Patryk Kosmider - Fotolia
The National Audit Office (NAO) has published a report on lessons learned from major programmes in government.
The report, focuses on infrastructure projects, rather than purely transformation and digital projects, and sets out several “learning points” for government on how to run major programmes, which is applicable across the board.
“Many current programmes combine bespoke features and new technology, and aim to be transformational, whether that is transforming services, communities, or departmental systems,” it said, highlighting projects such as the Emergency Services Mobile Communications Programme and High Speed Two (HS2).
“Some complexity in government programmes is also created by necessity – for example, in programmes to introduce advanced new military capability or to overhaul outdated government IT systems.”
It also highlighted the Department for Work and Pensions’ (DWP) flagship digital benefits programme, Universal Credit, as an example of where it has “observed weaknesses in the form of information”.
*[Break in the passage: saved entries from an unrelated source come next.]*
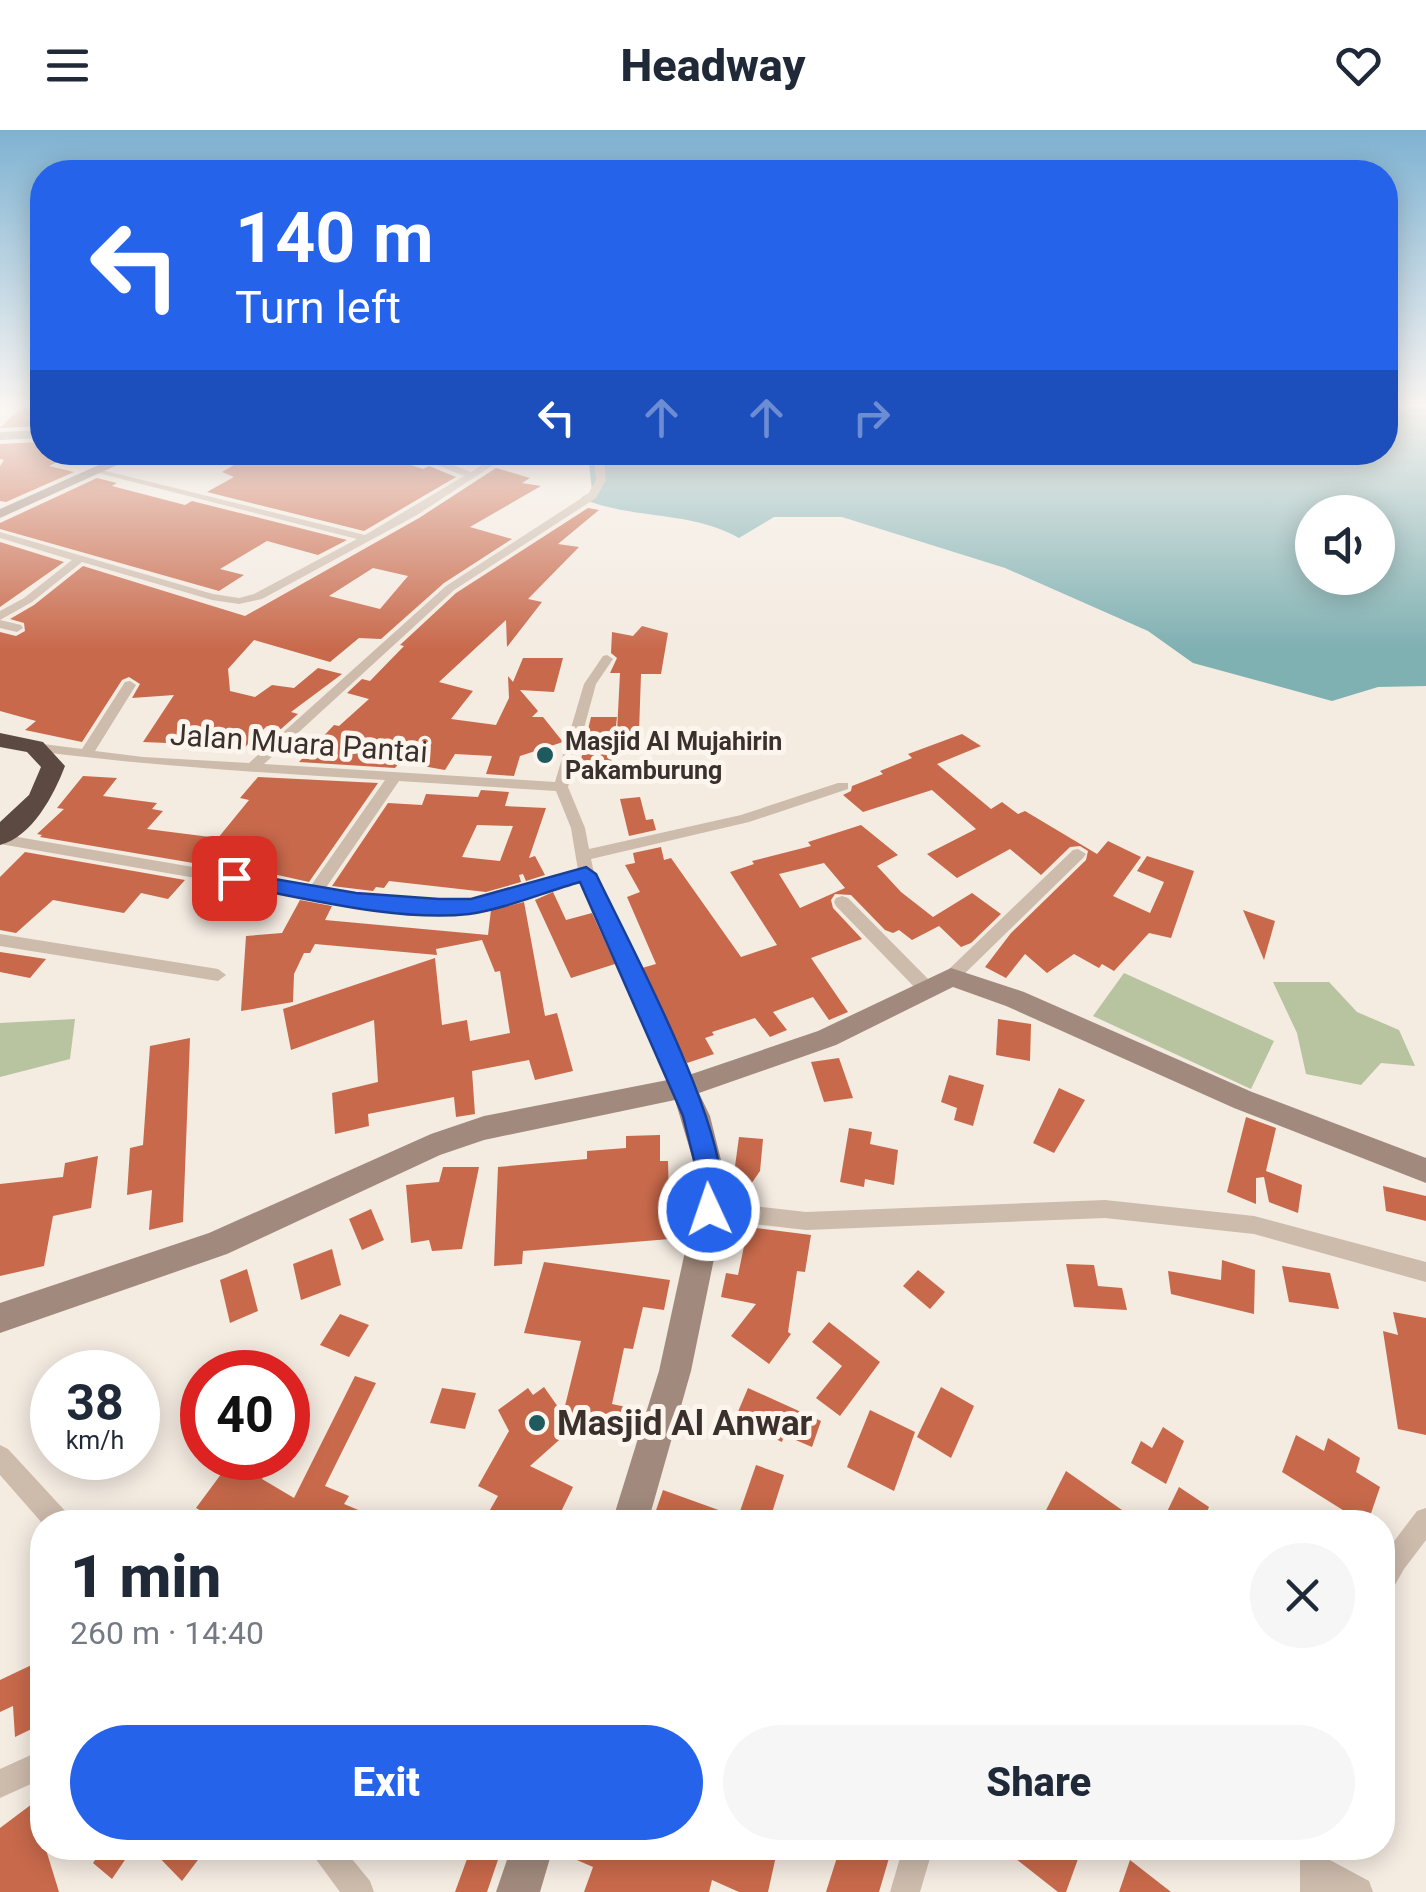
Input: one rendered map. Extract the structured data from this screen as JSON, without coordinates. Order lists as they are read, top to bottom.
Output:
{
  "streets": {
    "street": ["Jalan Muara Pantai"]
  },
  "places": ["Masjid Al Mujahirin Pakamburung", "Masjid Al Anwar"],
  "page": {
    "header": "Headway",
    "turn": ["140 m", "Turn left"],
    "speed": "38 km/h",
    "limit": "40",
    "heading": ["1 min", "260 m · 14:40"],
    "buttons": ["Exit", "Share"]
  }
}
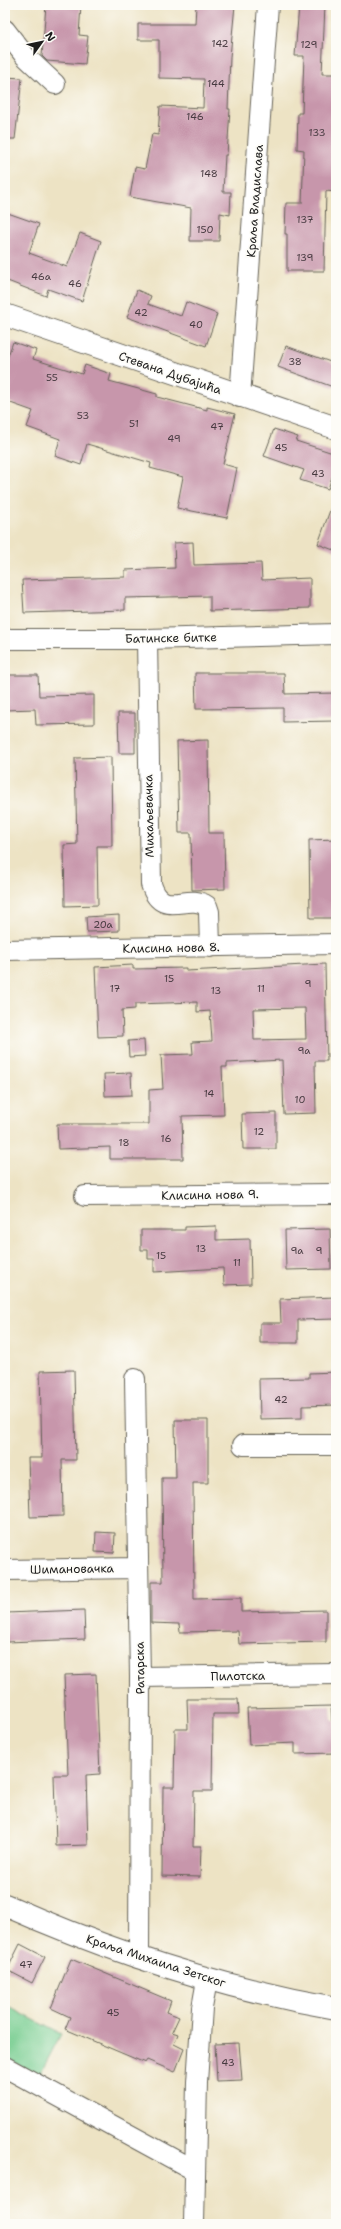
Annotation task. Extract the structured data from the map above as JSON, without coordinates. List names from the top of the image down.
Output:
{
  "streets": {
    "street": [
      "Краља Владислава",
      "Стевана Дубајића",
      "Батинске битке",
      "Михаљевачка",
      "Клисина нова 8.",
      "Клисина нова 9.",
      "Шимановачка",
      "Ратарска",
      "Пилотска",
      "Краља Михаила Зетског"
    ]
  },
  "crossings": [
    ["Краља Владислава", "Стевана Дубајића"],
    ["Батинске битке", "Михаљевачка"],
    ["Михаљевачка", "Клисина нова 8."],
    ["Шимановачка", "Ратарска"],
    ["Ратарска", "Пилотска"],
    ["Ратарска", "Краља Михаила Зетског"]
  ],
  "house_numbers": [
    "142",
    "129",
    "144",
    "146",
    "133",
    "148",
    "137",
    "150",
    "139",
    "46a",
    "46",
    "42",
    "40",
    "38",
    "55",
    "53",
    "51",
    "47",
    "49",
    "45",
    "43",
    "20a",
    "15",
    "9",
    "17",
    "11",
    "13",
    "9a",
    "14",
    "10",
    "12",
    "16",
    "18",
    "13",
    "9a",
    "9",
    "15",
    "11",
    "42",
    "47",
    "45",
    "43"
  ],
  "north": "top right"
}
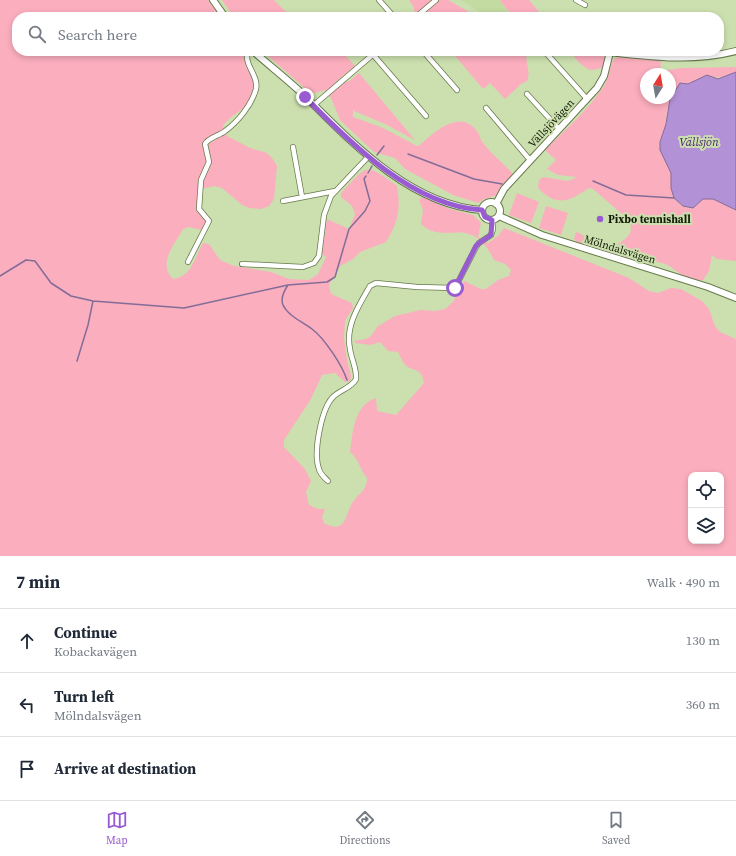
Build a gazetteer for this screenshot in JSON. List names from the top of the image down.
{
  "streets": {
    "street": ["Vällsjövägen", "Mölndalsvägen"]
  },
  "crossings": [
    ["Vällsjövägen", "Mölndalsvägen"]
  ],
  "water": ["Vällsjön"],
  "places": ["Pixbo tennishall"],
  "north": "top",
  "page": {
    "search": "Search here",
    "heading": ["7 min", "Walk · 490 m"],
    "list": [
      ["Continue", "Kobackavägen", "130 m"],
      ["Turn left", "Mölndalsvägen", "360 m"],
      "Arrive at destination"
    ],
    "nav": ["Map", "Directions", "Saved"]
  }
}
“During the early stages of the Universal Credit programme, we reported that the DWP lacked a detailed plan or management information, which meant that it could not measure its progress effectively against what it was trying to achieve,” it said, adding that the department has “since improved its use of performance measures”.
It said that for all major programmes, different types of information may be important at different stages, and that for “the right information to flow through the programme, bodies must work to embed a culture of transparency and honesty throughout an organisation and into the supply chain”.
“Underpinning all our themes is the need for transparency and honesty both within government and throughout the supply chain. Accurate, timely and relevant information is crucial to guide and monitor the delivery of programmes,” it said.
“Despite its importance, we have found issues with both the technical quality of programme information, as well as organisational cultures preventing the right information from emerging. Without these, the quality of decision-making may suffer from over-optimistic assessments of programme progress and problems that could have been identified earlier may suddenly emerge.”
The report also highlighted weaknesses in using estimates for cost and schedule targets, and said government often likes to announce the cost and schedule of a programme early on. However, the NAO said that estimates at the concept stage of a project will often be based on “high-level” information and lacks details, meaning that assumptions have to be made, and costs and scheduling targets will likely change as the project goes on.
“In many programmes we have reviewed, governments have not sufficiently recognised the inherent uncertainties and risks in early estimates, and have used them to set budgets and a completion date. We then see situations where forecast cost and schedules exceed early estimates as these uncertainties and risks crystallise,” the report said.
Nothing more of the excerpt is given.